Karl writes, "Mrs. Bush has made support for Afghanistan's women -- who endured brutal repression under the Taliban regime -- one of her signature issues. This is her third trip here, the second traveling alone, without the president. Previously, no first lady had ever stepped foot in Afghanistan. The first lady's trip to Bamiyan Province is rich in symbolism. Dirt poor and remote, Bamiyan became a symbol of the Taliban's backwardness and senseless brutality when two enormous Buddhist statues were blown up in March 2001 by Taliban militiamen.

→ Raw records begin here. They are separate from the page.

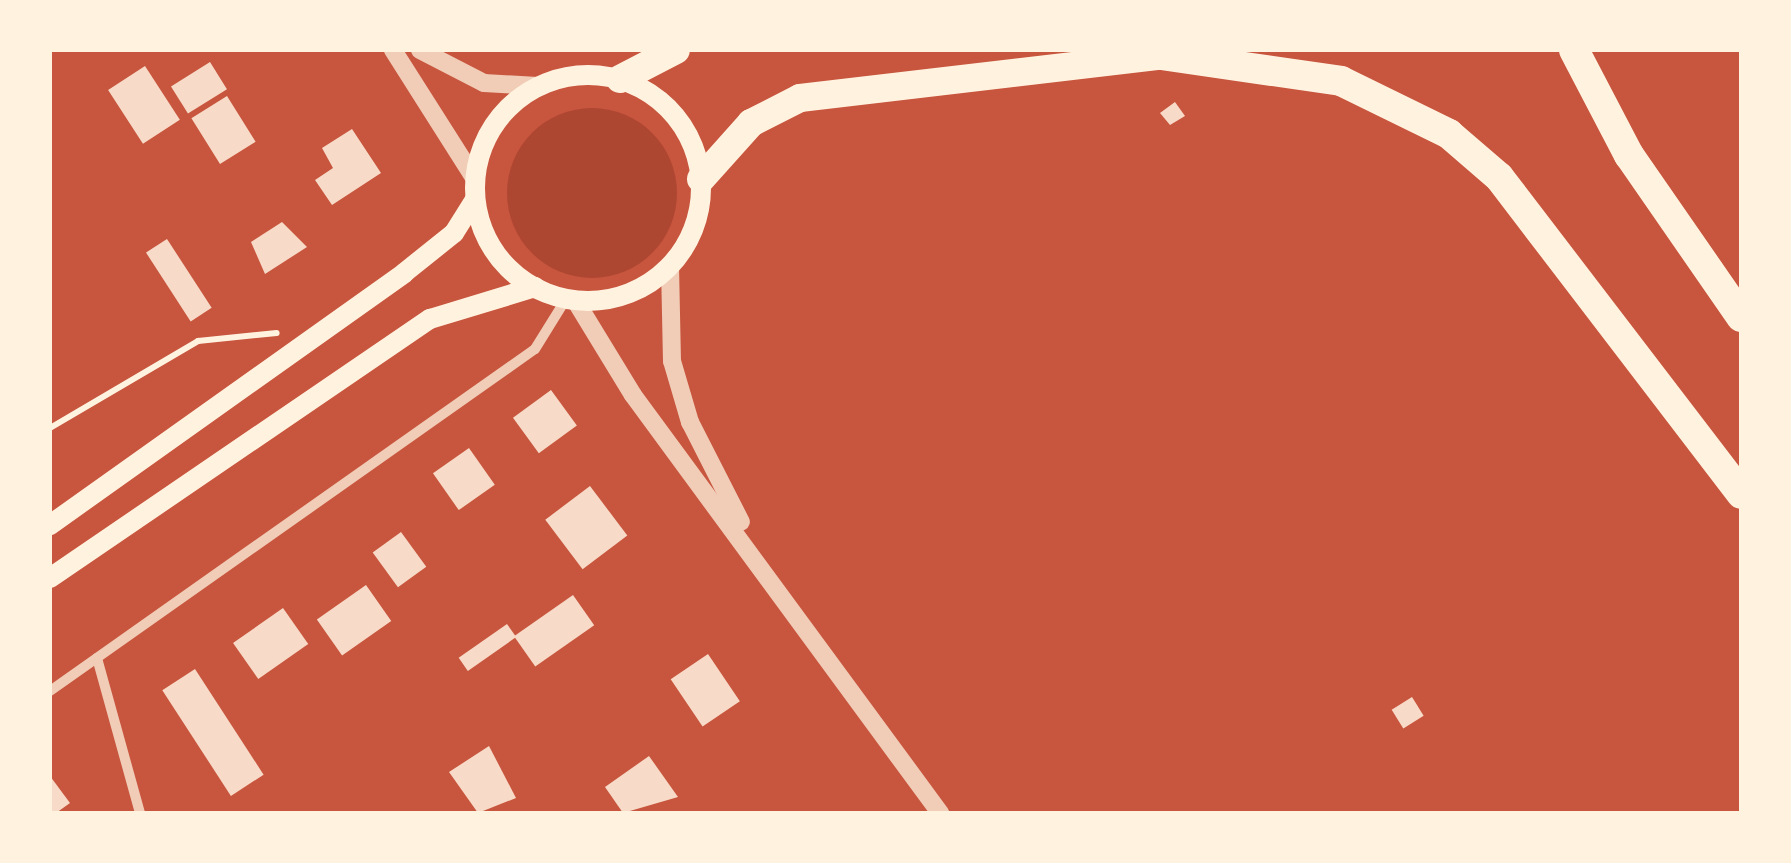 <!DOCTYPE html>
<html>
<head>
<meta charset="utf-8">
<style>
	body { margin:0 }
	#map { position:relative; width:1791px; height:863px; overflow:hidden; background:#c8553d; font-family:Rubik,sans-serif }
	div>[style] { position:absolute }
	.green>* { inset:0; background:#ae4732 }
	.round { border-radius:50% }
	.building>* { inset:0; background:#f7dbc8; transform-origin:0 0 }
	.path>* { height:6px; margin:-3px; padding:0 3px; transform-origin:3px; border-radius:3px; background:#fff3e0 }
	.minor>* { height:10px; margin:-5px; padding:0 5px; transform-origin:5px; border-radius:5px; background:#f1ccb7 }
	.tertiary>* { height:18px; margin:-9px; padding:0 9px; transform-origin:9px; border-radius:9px; background:#f1ccb7 }
	.secondary>* { height:20px; margin:-10px; padding:0 10px; transform-origin:10px; border-radius:10px; background:#fff3e0 }
	.secondary>.ring { margin:-10px; padding:0; box-sizing:content-box; background:none; border:20px solid #fff3e0; border-radius:50% }
	.trunk>* { height:28px; margin:-14px; padding:0 14px; transform-origin:14px; border-radius:14px; background:#fff3e0 }
	.motorway>* { height:30px; margin:-15px; padding:0 15px; transform-origin:15px; border-radius:15px; background:#fff3e0 }
	span { translate:-50% -50%; white-space:nowrap; text-align:center; line-height:1.15; -webkit-text-stroke:8px #fff3e0; paint-order:stroke }
	.frame { position:absolute; inset:0; border:52px solid #fff3e0; pointer-events:none }
</style>
</head>
<body>
<div id="map">
	<div class="green">
		<div class="round" style="left:507px;top:108px;width:170px;height:170px"></div>
	</div>
	<div class="building">
		<div style="left:210px;top:62px;width:32px;height:46px;rotate:58deg"></div>
		<div style="left:145px;top:66px;width:64px;height:44px;rotate:57deg"></div>
		<div style="left:227px;top:96px;width:54px;height:42px;rotate:58deg"></div>
		<div style="clip-path:polygon(1175px 102px,1185px 116px,1170px 125px,1160px 113px)"></div>
		<div style="clip-path:polygon(352px 129px,381px 173px,332px 205px,315px 180px,333px 168px,322px 148px)"></div>
		<div style="clip-path:polygon(282px 222px,307px 247px,265px 274px,251px 242px)"></div>
		<div style="left:167px;top:239px;width:82px;height:25px;rotate:57deg"></div>
		<div style="left:551px;top:390px;width:44px;height:47px;rotate:54deg"></div>
		<div style="left:469px;top:448px;width:45px;height:44px;rotate:55deg"></div>
		<div style="left:590px;top:486px;width:62px;height:56px;rotate:53deg"></div>
		<div style="left:401px;top:532px;width:43px;height:35px;rotate:54deg"></div>
		<div style="left:366px;top:585px;width:44px;height:60px;rotate:55deg"></div>
		<div style="left:573px;top:595px;width:37px;height:72px;rotate:55deg"></div>
		<div style="left:283px;top:608px;width:44px;height:61px;rotate:55deg"></div>
		<div style="left:507px;top:624px;width:16px;height:59px;rotate:55deg"></div>
		<div style="left:708px;top:654px;width:57px;height:45px;rotate:56deg"></div>
		<div style="left:195px;top:669px;width:126px;height:39px;rotate:57deg"></div>
		<div style="left:1412px;top:697px;width:22px;height:24px;rotate:58deg"></div>
		<div style="clip-path:polygon(489px 746px,516px 798px,478px 813px,449px 772px)"></div>
		<div style="clip-path:polygon(649px 756px,678px 797px,623px 813px,605px 787px)"></div>
		<div style="clip-path:polygon(50px 776px,70px 803px,56px 813px,50px 813px)"></div>
	</div>
	<div class="path">
		<div style="left:50px;top:428px;width:172px;rotate:-30.4deg"></div>
		<div style="left:198px;top:341px;width:79px;rotate:-5.8deg"></div>
	</div>
	<div class="minor">
		<div style="left:97px;top:658px;width:161px;rotate:74.5deg"></div>
		<div style="left:50px;top:691px;width:593px;rotate:-35.19deg"></div>
		<div style="left:535px;top:349px;width:59px;rotate:-58.2deg"></div>
	</div>
	<div class="tertiary">
		<div style="left:393px;top:50px;width:153px;rotate:57.6deg"></div>
		<div style="left:420px;top:50px;width:72px;rotate:27.3deg"></div>
		<div style="left:484px;top:83px;width:54px;rotate:3.2deg"></div>
		<div style="left:670px;top:266px;width:95px;rotate:88.8deg"></div>
		<div style="left:672px;top:361px;width:64px;rotate:73.6deg"></div>
		<div style="left:690px;top:422px;width:112px;rotate:63deg"></div>
		<div style="left:575px;top:300px;width:111px;rotate:58.6deg"></div>
		<div style="left:633px;top:395px;width:519px;rotate:53.7deg"></div>
	</div>
	<div class="secondary">
		<div class="ring" style="left:475px;top:75px;width:206px;height:206px"></div>
		<div style="left:50px;top:525px;width:435px;rotate:-35.4deg"></div>
		<div style="left:404px;top:273px;width:64px;rotate:-38.7deg"></div>
		<div style="left:454px;top:233px;width:39px;rotate:-58deg"></div>
		<div style="left:50px;top:578px;width:460px;rotate:-34.3deg"></div>
		<div style="left:430px;top:319px;width:110px;rotate:-16.9deg"></div>
	</div>
	<div class="trunk">
		<div style="left:620px;top:79px;width:63px;rotate:-27.4deg"></div>
		<div style="left:701px;top:179px;width:75px;rotate:-48.2deg"></div>
		<div style="left:751px;top:123px;width:55px;rotate:-27deg"></div>
		<div style="left:800px;top:98px;width:387px;rotate:-6.7deg"></div>
	</div>
	<div class="motorway">
		<div style="left:1574px;top:50px;width:119px;rotate:62.4deg"></div>
		<div style="left:1629px;top:155px;width:197px;rotate:55.3deg"></div>
		<div style="left:1161px;top:55px;width:182px;rotate:8.2deg"></div>
		<div style="left:1341px;top:81px;width:120px;rotate:26.1deg"></div>
		<div style="left:1449px;top:134px;width:66px;rotate:40.7deg"></div>
		<div style="left:1499px;top:177px;width:399px;rotate:52.6deg"></div>
	</div>
	<div class="frame"></div>
</div>
</body>
</html> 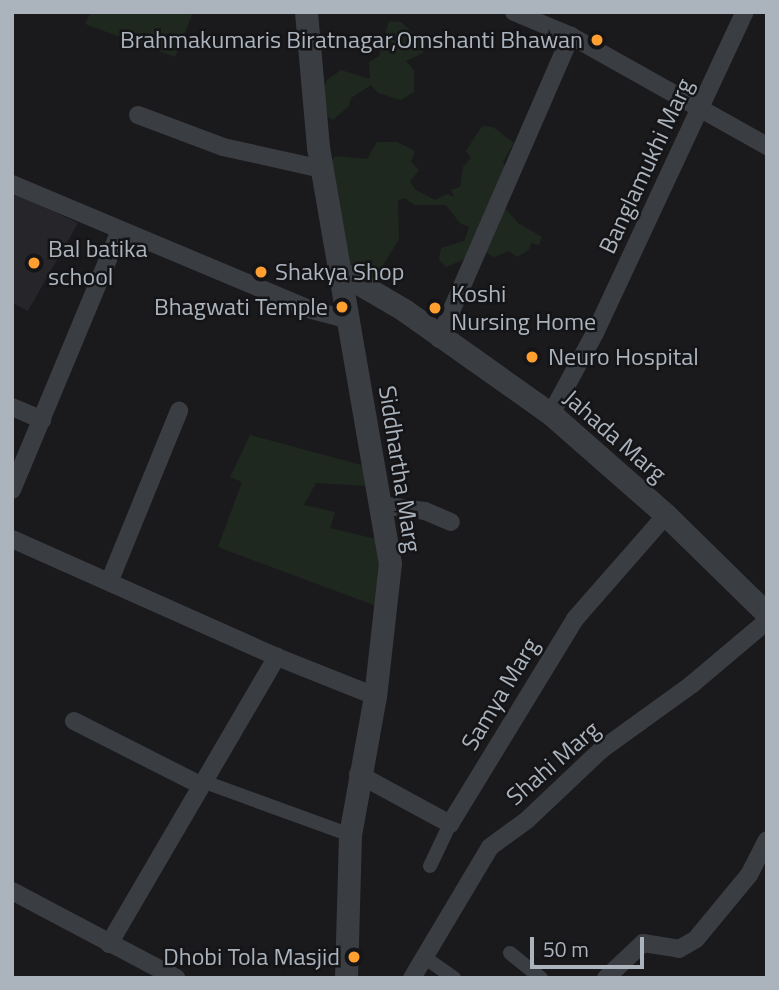 <!DOCTYPE html>
<style>
body{margin:0}
#map{position:relative;width:779px;height:990px;overflow:hidden;background:#1a1a1d;font-family:"Titillium Web",sans-serif}
div>[style]{position:absolute}
.built>*{inset:0;background:#26262a}
.green>*{inset:0;background:#1f281f}
.pedestrian>*{height:14px;margin:-7px;padding:0 7px;transform-origin:7px;border-radius:7px;background:#3a3d42}
.minor>*{height:18px;margin:-9px;padding:0 9px;transform-origin:9px;border-radius:9px;background:#3a3d42}
.tertiary>*{height:23px;margin:-11.5px;padding:0 11.5px;transform-origin:11.5px;border-radius:11.5px;background:#3a3d42}
.dots>*{width:19px;height:19px;translate:-50% -50%;box-sizing:border-box;border:4px solid #151518;border-radius:50%}
span{translate:-50% -50%;white-space:nowrap;text-align:center;line-height:1.15;-webkit-text-stroke:5px #151518;paint-order:stroke}
.poi-label{font-size:24px;color:#abb3bd}
.right{translate:-100% -50%;text-align:right}
.left{translate:0 -50%;text-align:left}
.street-label{font-size:24px;color:#abb3bd}
.frame{position:absolute;inset:0;border:14px solid #abb3bd;pointer-events:none}
.scale{position:absolute;left:530px;top:937px;width:114px;height:32px;box-sizing:border-box;border:4px solid #abb3bd;border-top:0;padding-left:9px;font-size:21px;line-height:24px;white-space:nowrap;color:#abb3bd;-webkit-text-stroke:5px #151518;paint-order:stroke}
</style>
<div id="map">
<div class="built">
<i style="clip-path:polygon(12px 192px,78px 223px,28px 311px,12px 303px)"></i>
</div>
<div class="green">
<i style="clip-path:polygon(91px 12px,193px 12px,175px 57px,85px 24px)"></i>
<i style="clip-path:polygon(389px 21px,401px 22px,425px 44px,423px 53px,406px 61px,414px 70px,414px 92px,401px 100px,378px 93px,371px 85px,351px 98px,349px 106px,333px 120px,326px 115px,320px 95px,327px 80px,341px 70px,370px 79px,369px 62px,379px 56px)"></i>
<i style="clip-path:polygon(482px 126px,493px 127px,514px 143px,503px 162px,508px 172px,494px 195px,518px 223px,542px 237px,539px 245px,531px 243px,529px 250px,517px 257px,509px 251px,494px 257px,484px 251px,446px 267px,439px 260px,441px 248px,464px 241px,469px 227px,460px 223px,446px 205px,414px 205px,405px 198px,398px 200px,399px 239px,374px 280px,349px 267px,327px 169px,335px 156px,367px 159px,377px 142px,397px 142px,415px 151px,411px 162px,419px 170px,410px 182px,416px 190px,435px 200px,447px 194px,454px 197px,451px 190px,460px 187px,463px 167px,471px 158px,466px 151px)"></i>
<i style="clip-path:polygon(250px 435px,365px 466px,370px 486px,316px 483px,304px 505px,335px 512px,330px 528px,380px 540px,379px 607px,218px 547px,242px 482px,230px 477px)"></i>
</div>
<div class="pedestrian">
<i style="left:202px;top:781px;width:158px;rotate:20deg"></i>
<i style="left:430px;top:866px;width:47px;rotate:-64.5deg"></i>
<i style="left:510px;top:953px;width:40px;rotate:39deg"></i>
<i style="left:424px;top:957px;width:37px;rotate:35deg"></i>
</div>
<div class="minor">
<i style="left:514px;top:12px;width:62px;rotate:22.8deg"></i>
<i style="left:571px;top:36px;width:225px;rotate:29.3deg"></i>
<i style="left:138px;top:115px;width:91px;rotate:20.6deg"></i>
<i style="left:223px;top:147px;width:101px;rotate:12.5deg"></i>
<i style="left:12px;top:184px;width:325px;rotate:22.8deg"></i>
<i style="left:312px;top:310px;width:39px;rotate:15deg"></i>
<i style="left:439px;top:339px;width:331px;rotate:-66.5deg"></i>
<i style="left:12px;top:407px;width:33px;rotate:23deg"></i>
<i style="left:551px;top:414px;width:92px;rotate:-61.5deg"></i>
<i style="left:595px;top:333px;width:354px;rotate:-65deg"></i>
<i style="left:12px;top:490px;width:281px;rotate:-67.4deg"></i>
<i style="left:380px;top:505px;width:45px;rotate:7.6deg"></i>
<i style="left:425px;top:511px;width:28px;rotate:23deg"></i>
<i style="left:12px;top:539px;width:290px;rotate:24deg"></i>
<i style="left:277px;top:657px;width:105px;rotate:21.7deg"></i>
<i style="left:110px;top:580px;width:183px;rotate:-67.8deg"></i>
<i style="left:74px;top:721px;width:141px;rotate:26.9deg"></i>
<i style="left:358px;top:774px;width:105px;rotate:28.5deg"></i>
<i style="left:450px;top:824px;width:240px;rotate:-58.6deg"></i>
<i style="left:575px;top:619px;width:138px;rotate:-48.8deg"></i>
<i style="left:12px;top:891px;width:186px;rotate:27.9deg"></i>
<i style="left:109px;top:944px;width:333px;rotate:-59.7deg"></i>
<i style="left:412px;top:978px;width:152px;rotate:-59.2deg"></i>
<i style="left:490px;top:847px;width:46px;rotate:-36.1deg"></i>
<i style="left:527px;top:820px;width:102px;rotate:-43.4deg"></i>
<i style="left:601px;top:750px;width:111px;rotate:-35.8deg"></i>
<i style="left:691px;top:685px;width:99px;rotate:-40.1deg"></i>
<i style="left:606px;top:978px;width:51px;rotate:-43.4deg"></i>
<i style="left:643px;top:943px;width:36px;rotate:9deg"></i>
<i style="left:679px;top:949px;width:20px;rotate:-30deg"></i>
<i style="left:696px;top:939px;width:83px;rotate:-50.4deg"></i>
<i style="left:749px;top:875px;width:39px;rotate:-63deg"></i>
</div>
<div class="tertiary">
<i style="left:306px;top:12px;width:136px;rotate:84.9deg"></i>
<i style="left:318px;top:147px;width:422px;rotate:80.2deg"></i>
<i style="left:390px;top:563px;width:134px;rotate:96.4deg"></i>
<i style="left:375px;top:696px;width:141px;rotate:100.2deg"></i>
<i style="left:350px;top:835px;width:143px;rotate:91.6deg"></i>
<i style="left:341px;top:273px;width:73px;rotate:30.4deg"></i>
<i style="left:404px;top:310px;width:180px;rotate:35.3deg"></i>
<i style="left:551px;top:414px;width:153px;rotate:41.3deg"></i>
<i style="left:666px;top:515px;width:141px;rotate:44.4deg"></i>
</div>
<div class="dots">
<i style="left:597px;top:40px;background:#ff9f2f"></i>
<i style="left:34px;top:263px;background:#ff9f2f"></i>
<i style="left:261px;top:272px;background:#ff9f2f"></i>
<i style="left:342px;top:307px;background:#ff9f2f"></i>
<i style="left:435px;top:308px;background:#ff9f2f"></i>
<i style="left:532px;top:357px;background:#ff9f2f"></i>
<i style="left:354px;top:957px;background:#ff9f2f"></i>
</div>
<div class="poi-label">
<span class="right" style="left:583px;top:40px">Brahmakumaris Biratnagar,Omshanti Bhawan</span>
<span class="left" style="left:48px;top:263px">Bal batika<br>school</span>
<span class="left" style="left:275px;top:272px">Shakya Shop</span>
<span class="left" style="left:451px;top:308px">Koshi<br>Nursing Home</span>
<span class="right" style="left:328px;top:307px">Bhagwati Temple</span>
<span class="left" style="left:548px;top:357px">Neuro Hospital</span>
<span class="right" style="left:340px;top:957px">Dhobi Tola Masjid</span>
</div>
<div class="street-label">
<span style="left:646px;top:166px;rotate:-65deg">Banglamukhi Marg</span>
<span style="left:615px;top:436px;rotate:41deg">Jahada Marg</span>
<span style="left:400px;top:469px;rotate:81deg">Siddhartha Marg</span>
<span style="left:500px;top:694px;rotate:-59deg">Samya Marg</span>
<span style="left:553px;top:763px;rotate:-41deg">Shahi Marg</span>
</div>
<div class="frame"></div>
<div class="scale">50 m</div>
</div>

They were destroyed under an edict to remove the 'gods of the infidels.' The statues had stood for more than 1,500 years and were considered among the world's greatest ancient cultural treasures."
On the significance of the statues' destruction, Bush said, "I see it as a symbol of what the Taliban did and what al Qaeda does. [It was] a way of destroying the past, a way of destroying what people before you thought, or what they believed, or what they liked, and I think it really is representative of a sort of destruction of civil life, cultural life, civil society that they represented," she said, according to Karl.
No joke, Al Franken's official! Minnesota Democrats endorsed the comedian of "SNL" fame to challenge Republican Sen. Norm Coleman.
Mike Huckabee is gonna have a great line about this one! The former Arkansas governor and former Republican presidential candidate performed the Heimlich maneuver on a North Carolina politician who was chocking on food. Again, the world waits for the Huckster to drop one of his witty one-liners about assisting a Republican candidate for North Carolina lieutenant governor.
SUNDAY SHOW RECAP
On "Fox News Sunday," two men rumored to be in the running for their party's vice presidential nod talked about the McCain/Obama match up. Minnesota Gov. Tim Pawlenty predicted that Hispanics, women and middle-class voters will crossover to vote for McCain, just as they chose Clinton over Obama in large numbers in some places during the Democratic primary fight.
Pawlenty repeatedly rejected the idea that Obama is a change agent, arguing the senator has consistently voted along party lines during his four years in the Senate. "You look at Sen. McCain's voting record -- he has consistently and regularly reached across the aisle to get things done in a big way. The change really has been from Sen. McCain, somebody who's willing to take risks, take on big issues and get things done for the country."
Virginia Gov. Tim Kaine shot back with Democrats' talking points about McCain having voted with President Bush 95 percent of the time last year.
Pawlenty cited the 2005 energy bill that McCain opposed and Obama supported and the fact that Obama was not part of the Gang of 14 bipartisan group on judges -- which McCain joined -- as examples of how McCain has bucked the GOP.
The governors also sparred on health care and foreign policy.
The headline: Kaine and Pawlenty basically said they would take the vice presidential job by not saying they wouldn't. On what Kaine would do if Obama asked him to be vice president: "It would be difficult for anybody in those circumstances to say no. "On what Pawlenty would do if McCain asked him to be vice president: "It would be difficult to turn that down."